Vietnam’s Executive has aligned the law with FATF standards while targeting its gray-list status for AML compliance improvements. Once implemented, it could attract foreign investment, secure institutional entry, and empower domestic innovation—with ease of expansion into Singapore, Hong Kong, or Indonesia.
Vietnam already ranks highly in crypto adoption—#5 globally in Chainalysis order volume—with retail interest bolstered by youthful demographics and mobile usage. The industry has long awaited a formal legal foundation, and reaction to the law has been optimistic.
“This is a historic moment…giving startups and innovators the confidence to build the next generation of digital solutions.
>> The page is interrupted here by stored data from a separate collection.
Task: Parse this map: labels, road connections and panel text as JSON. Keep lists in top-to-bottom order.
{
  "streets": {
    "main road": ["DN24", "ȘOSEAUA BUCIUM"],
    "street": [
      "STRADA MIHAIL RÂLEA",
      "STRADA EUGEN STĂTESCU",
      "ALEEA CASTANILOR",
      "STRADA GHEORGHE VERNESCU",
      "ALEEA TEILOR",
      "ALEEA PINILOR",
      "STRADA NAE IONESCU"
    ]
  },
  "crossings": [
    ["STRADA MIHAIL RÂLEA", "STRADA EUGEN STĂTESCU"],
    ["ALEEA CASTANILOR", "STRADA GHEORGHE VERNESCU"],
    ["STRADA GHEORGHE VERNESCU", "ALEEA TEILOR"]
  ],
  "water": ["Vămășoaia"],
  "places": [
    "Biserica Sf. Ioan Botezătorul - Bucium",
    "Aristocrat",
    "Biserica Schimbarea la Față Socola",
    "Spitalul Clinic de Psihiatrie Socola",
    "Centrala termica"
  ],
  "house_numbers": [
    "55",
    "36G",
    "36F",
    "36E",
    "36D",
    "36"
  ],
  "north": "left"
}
We believe this will make Vietnam a hub for blockchain talent and investment,” said Nguyen Van Thanh, CEO of a Hanoi-based blockchain firm coindesk.comhokanews.com.
International bodies and local advocacy groups also commend the move, emphasizing its balanced approach—embracing innovation while ensuring risk mitigation.
Legislation isn’t enough; its success hinges on efficient implementation:
- Draft regulatory decrees must now define clear licensing applications, KYC/AML thresholds, and classification criteria.
- Coordination will be required between agencies like the Ministry of Finance and SBV to avoid jurisdictional confusion.
- Enforcement mechanisms—audits, penalties, and compliance monitoring—must be enacted to ensure seriousness.
- Overlapping sandbox schemes from different ministries require harmonization to avoid duplication and bureaucratic friction.
Vietnam’s Digital Technology Industry Law is a bold leap into the Web3 era—legitimizing crypto ownership, licensing operators, and providing the building blocks for blockchain innovation. With civil-legislative clarity and strong incentives, Vietnam is signaling a profound pivot from regulatory caution to proactive engagement.
If successfully enforced, the law could see Vietnam become a regional leader in digital asset development, attract international capital, and set a global example for emerging-market crypto modernization. Come January 2026, Vietnam may emerge not just as Asia’s favorite destination for crypto innovation, but as a logic model for governments worldwide looking to strike balance in digital-age governance.